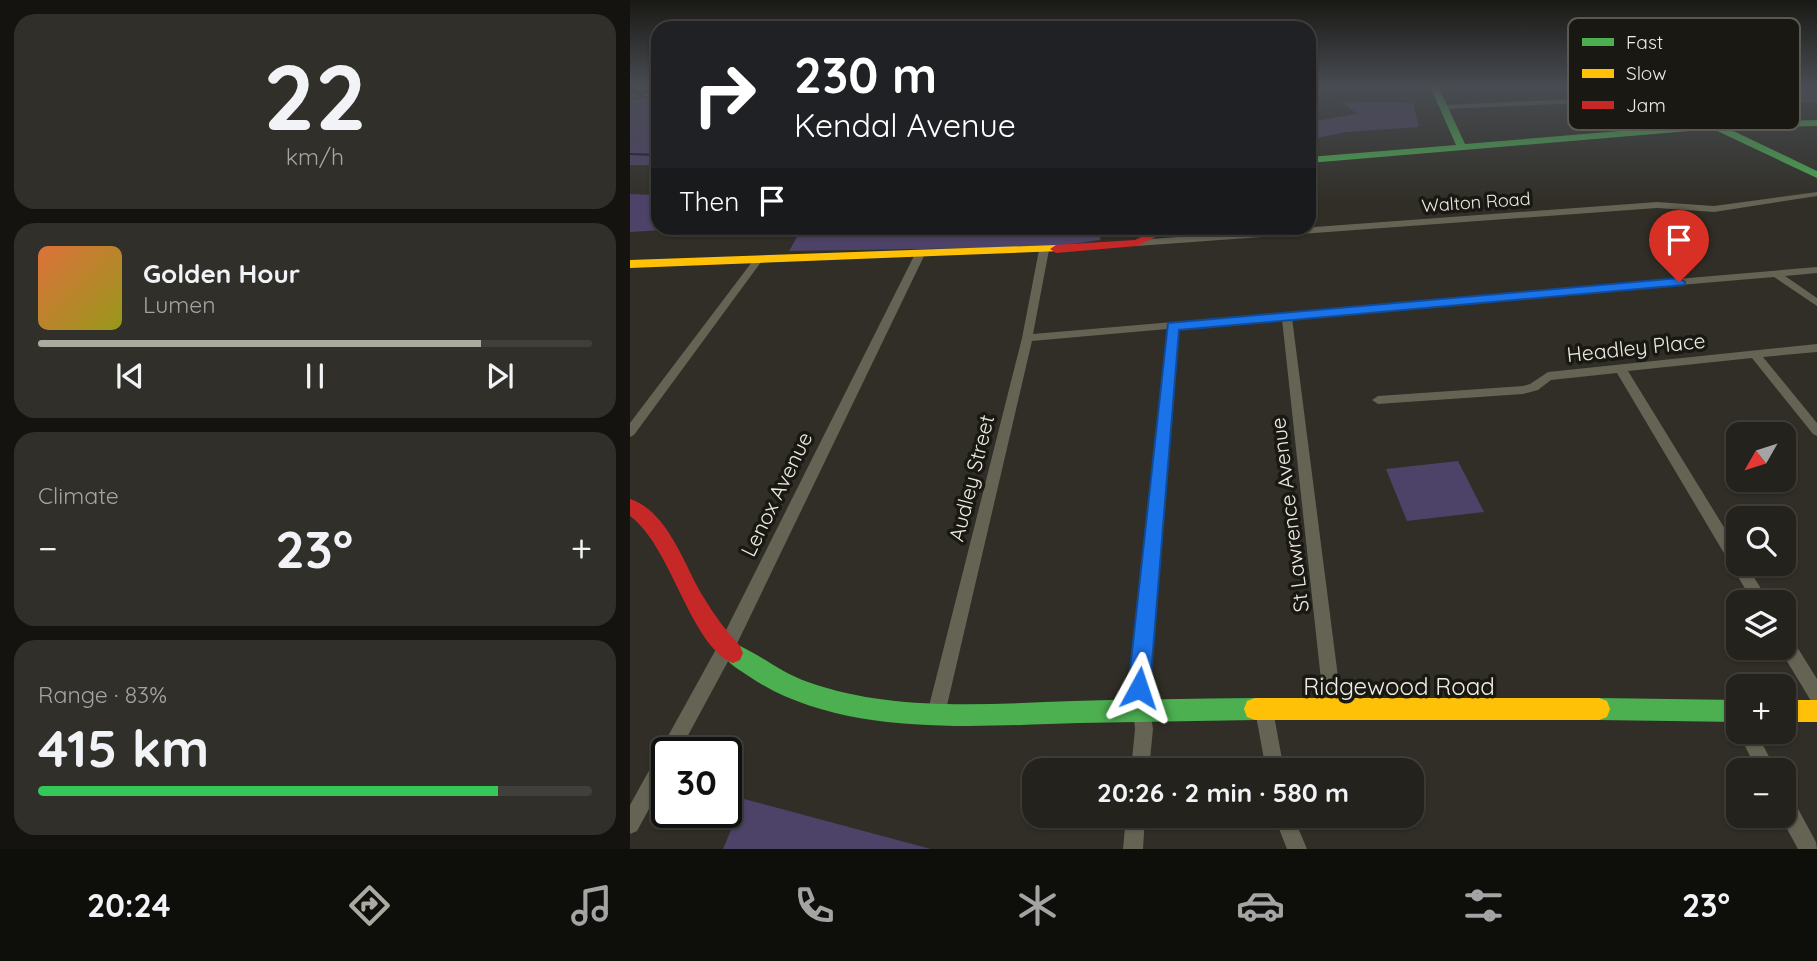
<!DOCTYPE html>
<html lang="en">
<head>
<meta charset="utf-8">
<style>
  body { margin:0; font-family:Quicksand,sans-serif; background:#302f29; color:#f1f3f6; height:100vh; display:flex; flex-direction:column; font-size:26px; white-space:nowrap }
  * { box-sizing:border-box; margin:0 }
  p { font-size:23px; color:#a3a4a3 }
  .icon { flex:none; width:38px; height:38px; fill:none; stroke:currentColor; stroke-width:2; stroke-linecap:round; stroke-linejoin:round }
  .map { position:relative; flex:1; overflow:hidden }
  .drawer { display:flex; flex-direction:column; gap:14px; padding:14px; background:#14130f; width:630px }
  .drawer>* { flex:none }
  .banner { position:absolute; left:21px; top:21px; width:665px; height:214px; border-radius:21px; box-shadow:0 2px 5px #0004,0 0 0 2px #413f3b; background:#202124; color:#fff; overflow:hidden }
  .needle { width:46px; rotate:231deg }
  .fabs { position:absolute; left:1096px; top:422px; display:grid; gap:14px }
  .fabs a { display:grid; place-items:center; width:70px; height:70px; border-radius:14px; background:#24221c; box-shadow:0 2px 5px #0004,0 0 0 2px #413f3b; font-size:35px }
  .speed { position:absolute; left:21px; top:737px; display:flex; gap:14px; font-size:35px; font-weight:700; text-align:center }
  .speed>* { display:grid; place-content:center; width:91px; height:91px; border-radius:50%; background:#24221c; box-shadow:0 2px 5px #0004,0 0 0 2px #413f3b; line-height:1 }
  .speed .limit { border:4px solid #111; border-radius:10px; background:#fff; color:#111 }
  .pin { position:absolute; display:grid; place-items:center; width:60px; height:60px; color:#fff; margin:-72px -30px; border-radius:50% 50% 50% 0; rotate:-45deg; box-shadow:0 0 7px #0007 }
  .pin .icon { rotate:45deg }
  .me { position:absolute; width:77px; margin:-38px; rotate:5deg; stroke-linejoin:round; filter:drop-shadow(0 0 5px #0008) }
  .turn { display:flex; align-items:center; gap:24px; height:147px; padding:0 28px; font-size:32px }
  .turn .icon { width:91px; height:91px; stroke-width:2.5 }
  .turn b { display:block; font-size:49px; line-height:60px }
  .then { display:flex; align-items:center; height:66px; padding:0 28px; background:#0003; gap:14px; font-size:26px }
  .big { font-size:52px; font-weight:800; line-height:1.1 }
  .drawer .card { flex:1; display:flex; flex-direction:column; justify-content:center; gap:10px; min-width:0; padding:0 24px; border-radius:21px; background:#302f29 }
  .drawer .dial { align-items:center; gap:0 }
  .dial b { font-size:91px; line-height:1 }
  .song { display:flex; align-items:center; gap:21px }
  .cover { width:84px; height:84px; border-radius:10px; background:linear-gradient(135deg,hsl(20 70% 55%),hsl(60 70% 35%)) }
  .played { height:7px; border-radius:4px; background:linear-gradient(90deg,#abaaa1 80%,#413f3b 80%) }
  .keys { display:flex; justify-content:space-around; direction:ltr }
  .heat { display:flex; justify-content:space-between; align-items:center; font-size:38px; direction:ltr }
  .charge { height:10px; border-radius:5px; background:linear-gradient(90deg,#34c759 83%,#413f3b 0) }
  .trip { position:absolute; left:392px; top:758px; width:402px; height:70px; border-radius:21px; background:#24221c; box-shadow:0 2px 5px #0004,0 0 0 2px #413f3b; font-weight:800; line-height:70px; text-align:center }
  .menu { display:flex; height:112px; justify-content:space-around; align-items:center; background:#0e0e0b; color:#a3a4a3 }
  .menu .icon { width:49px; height:49px }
  .menu .current { color:#abaaa1 }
  .menu b { font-size:32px; color:#f1f3f6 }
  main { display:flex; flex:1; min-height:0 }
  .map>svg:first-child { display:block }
  .green { fill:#4d4267 }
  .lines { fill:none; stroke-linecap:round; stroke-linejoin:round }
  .stream { stroke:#1f0c3a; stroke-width:2 }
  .street { fill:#656353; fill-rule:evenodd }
  .fast { fill:#4caf50; fill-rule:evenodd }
  .slow { fill:#ffc107; fill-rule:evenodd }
  .jam { fill:#c62828; fill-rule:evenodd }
  .rail { stroke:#67655c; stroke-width:2; stroke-dasharray:7 7; stroke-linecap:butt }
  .route { fill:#1a73e8; stroke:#114b97; stroke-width:2 }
  .labels { text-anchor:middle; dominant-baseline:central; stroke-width:7; stroke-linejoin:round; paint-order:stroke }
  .far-street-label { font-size:18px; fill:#edece3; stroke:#191812 }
  .street-label { font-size:21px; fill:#edece3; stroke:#191812 }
  .near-street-label { font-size:24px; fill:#edece3; stroke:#191812 }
  .key { fill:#191812; stroke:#595851; stroke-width:2 }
  .key-label { font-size:19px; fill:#edece3 }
</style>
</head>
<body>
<main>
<section class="drawer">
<div class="card dial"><b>22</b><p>km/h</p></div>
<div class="card">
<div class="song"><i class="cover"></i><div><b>Golden Hour</b><p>Lumen</p></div></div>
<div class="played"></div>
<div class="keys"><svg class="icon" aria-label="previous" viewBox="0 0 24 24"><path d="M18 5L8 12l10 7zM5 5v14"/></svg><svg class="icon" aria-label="pause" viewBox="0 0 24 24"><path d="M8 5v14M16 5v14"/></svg><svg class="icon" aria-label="next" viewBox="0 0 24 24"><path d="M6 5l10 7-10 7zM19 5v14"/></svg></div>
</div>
<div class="card"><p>Climate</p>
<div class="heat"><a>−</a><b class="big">23°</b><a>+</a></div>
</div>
<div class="card"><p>Range · 83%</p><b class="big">415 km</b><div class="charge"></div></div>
</section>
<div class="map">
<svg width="1187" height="849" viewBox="0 0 1187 849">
  <rect width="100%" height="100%" fill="#302e26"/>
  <g class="green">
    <polygon points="818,86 1187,86 1187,102 1049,105 1010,86 679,91 679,87"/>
    <polygon points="28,98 28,165 0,165 0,99"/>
    <polygon points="712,102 783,103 789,127 715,132 679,140 679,122 727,114"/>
    <polygon points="0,194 28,195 28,228 69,228 0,232"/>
    <polygon points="172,228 472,228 470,240 422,247 159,251"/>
    <polygon points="828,461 854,512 777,521 756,469"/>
    <polygon points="114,799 301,849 93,849"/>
  </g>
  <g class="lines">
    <polyline class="stream" points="0,154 28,155"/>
    <g class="street">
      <polygon points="1006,86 1008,89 945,91 956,101 953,103 815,109 812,107 815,105 947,99 937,90 937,88"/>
      <polygon points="1187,192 1187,196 1084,212 1027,208 507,246 502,243 507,240 1027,202 1084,206"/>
      <polygon points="414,247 419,250 403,334 1187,267 1187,273 1155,276 1187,298 1187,306 1144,277 662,318 712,708 709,714 703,717 697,714 694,708 652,319 548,328 517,688 523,729 519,770 501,770 505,729 501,688 537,329 402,341 315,714 312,720 306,723 300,720 297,714 392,338 409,250"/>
      <polygon points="290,251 295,254 102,654 49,752 37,752 37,776 7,831 0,834 0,805 90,642 285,254"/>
      <polygon points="128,257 131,258 131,262 4,435 0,437 0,423 125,258"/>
      <polygon points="1187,344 1187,352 1133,357 1187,423 1187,436 1183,434 1122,358 998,371 1108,550 1108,564 1116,564 1139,602 1123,602 987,373 921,380 908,390 893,394 748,404 742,400 748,396 893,386 900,384 918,372"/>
      <polygon points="1153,631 1159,634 1187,679 1187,704 1181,701 1149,648 1153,648"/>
      <polygon points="634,701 640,704 643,710 654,770 636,770 625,710 628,704"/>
      <polygon points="1108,732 1126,732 1146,770 1127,770"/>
      <polygon points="1153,792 1160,794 1186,842 1187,849 1168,849 1150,816 1153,816"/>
      <polygon points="496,816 515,816 513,849 493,849"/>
      <polygon points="644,816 663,816 677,849 657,849"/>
    </g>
    <g class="fast">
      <polygon points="800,86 808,86 835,144 1074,124 998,86 1008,86 1086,123 1187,120 1187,126 1097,128 1187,171 1187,178 1083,129 679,163 679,157 826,145"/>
      <path d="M103,643c26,10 47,30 75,39 84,30 179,22 265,19 61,-2 121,-2 182,-3l8,3 3,8 -3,8 -8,3c-59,1 -118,2 -176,3 -104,3 -238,15 -329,-46 -10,-7 -23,-13 -27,-24l3,-7z"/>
      <polygon points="969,698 1108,700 1108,722 969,720 961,717 958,709 961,701"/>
    </g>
    <g class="slow">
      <polygon points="426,245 432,249 430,251 0,268 0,260"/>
      <polygon points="625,698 969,698 977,701 980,709 977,717 969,720 625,720 617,717 614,709 617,701"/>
      <rect x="1153" y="700" width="34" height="22"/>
    </g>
    <g class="jam">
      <polygon points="530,228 544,228 507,246 426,253 420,249 426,245 505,240"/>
      <path d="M0,499c39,13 54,67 74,99 10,17 22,33 36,48l3,7 -3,7 -7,3c-43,-17 -61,-116 -103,-147z"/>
    </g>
    <polyline class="rail" points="0,96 28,94"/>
  </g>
  <linearGradient id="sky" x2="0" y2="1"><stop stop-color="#1a1915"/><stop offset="0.42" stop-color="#484c52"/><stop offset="1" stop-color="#484c52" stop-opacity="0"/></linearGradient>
  <rect width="1187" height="205" fill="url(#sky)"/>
  <polygon class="route" points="1049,278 1055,282 1054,285 549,330 520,688 517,696 509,699 502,696 498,688 538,323"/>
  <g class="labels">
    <g class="far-street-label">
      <text transform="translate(846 202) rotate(-4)">Walton Road</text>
    </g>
    <g class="street-label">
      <text transform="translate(1006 347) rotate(-6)">Headley Place</text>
      <text transform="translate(341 478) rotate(-76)">Audley Street</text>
      <text transform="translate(146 494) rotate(-64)">Lenox Avenue</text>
      <text transform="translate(659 515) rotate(-97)">St Lawrence Avenue</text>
    </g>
    <g class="near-street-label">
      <text x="769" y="686">Ridgewood Road</text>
    </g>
  </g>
  <rect x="938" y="18" width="232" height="112" rx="10" class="key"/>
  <rect x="952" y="38" width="32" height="8" fill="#4caf50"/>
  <rect x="952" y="69" width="32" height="9" fill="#ffc107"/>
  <rect x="952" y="101" width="32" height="8" fill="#c62828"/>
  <g class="key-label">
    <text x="996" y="49">Fast</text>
    <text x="996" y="80">Slow</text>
    <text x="996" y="112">Jam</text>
  </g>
</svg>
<div class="fabs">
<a><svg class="needle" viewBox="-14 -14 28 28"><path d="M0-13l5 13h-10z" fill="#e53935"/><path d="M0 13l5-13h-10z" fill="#a3a4a3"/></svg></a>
<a><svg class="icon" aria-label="search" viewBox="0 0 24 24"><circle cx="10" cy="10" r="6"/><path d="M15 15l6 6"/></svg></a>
<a><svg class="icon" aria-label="layers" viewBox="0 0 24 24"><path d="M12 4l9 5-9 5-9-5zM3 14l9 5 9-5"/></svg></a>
<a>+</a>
<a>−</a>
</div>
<div class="speed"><div class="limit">30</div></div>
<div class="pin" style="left:1049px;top:282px;background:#d93025"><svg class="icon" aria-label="arrive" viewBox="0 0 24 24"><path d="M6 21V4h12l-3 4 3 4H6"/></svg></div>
<svg class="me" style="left:509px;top:688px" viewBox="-20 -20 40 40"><path d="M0-17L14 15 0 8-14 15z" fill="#1a73e8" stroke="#fff" stroke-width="4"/></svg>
<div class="trip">20:26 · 2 min · 580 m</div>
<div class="banner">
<div class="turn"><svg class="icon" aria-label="right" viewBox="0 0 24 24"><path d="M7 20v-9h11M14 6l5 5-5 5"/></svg><div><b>230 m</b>Kendal Avenue</div></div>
<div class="then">Then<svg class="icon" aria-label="arrive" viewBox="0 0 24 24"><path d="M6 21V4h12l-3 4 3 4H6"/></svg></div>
</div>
</div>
</main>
<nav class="menu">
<b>20:24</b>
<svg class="icon current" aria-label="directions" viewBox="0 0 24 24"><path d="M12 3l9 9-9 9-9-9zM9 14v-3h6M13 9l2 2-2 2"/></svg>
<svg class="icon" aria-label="music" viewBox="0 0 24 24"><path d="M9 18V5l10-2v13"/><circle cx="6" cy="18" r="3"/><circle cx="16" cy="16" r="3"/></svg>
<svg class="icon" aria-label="phone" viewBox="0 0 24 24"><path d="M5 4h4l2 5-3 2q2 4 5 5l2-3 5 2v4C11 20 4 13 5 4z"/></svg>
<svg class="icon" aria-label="climate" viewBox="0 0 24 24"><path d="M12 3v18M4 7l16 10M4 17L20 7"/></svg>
<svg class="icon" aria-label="car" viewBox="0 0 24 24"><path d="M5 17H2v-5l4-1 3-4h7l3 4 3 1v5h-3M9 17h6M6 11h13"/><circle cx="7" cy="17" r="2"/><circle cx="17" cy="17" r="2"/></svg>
<svg class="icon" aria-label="filters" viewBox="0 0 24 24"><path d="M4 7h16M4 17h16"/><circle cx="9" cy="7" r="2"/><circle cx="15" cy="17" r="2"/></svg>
<b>23°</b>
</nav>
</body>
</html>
*****
Please transcribe exactly the lines above from the line that has "display:flex; flex-direction:column; gap:14px;" up to and including the line that has "position:absolute; left:1096px; top:422px;"; no other line belongs in the answer.

● **Answer section**
  .drawer { display:flex; flex-direction:column; gap:14px; padding:14px; background:#14130f; width:630px }
  .drawer>* { flex:none }
  .banner { position:absolute; left:21px; top:21px; width:665px; height:214px; border-radius:21px; box-shadow:0 2px 5px #0004,0 0 0 2px #413f3b; background:#202124; color:#fff; overflow:hidden }
  .needle { width:46px; rotate:231deg }
  .fabs { position:absolute; left:1096px; top:422px; display:grid; gap:14px }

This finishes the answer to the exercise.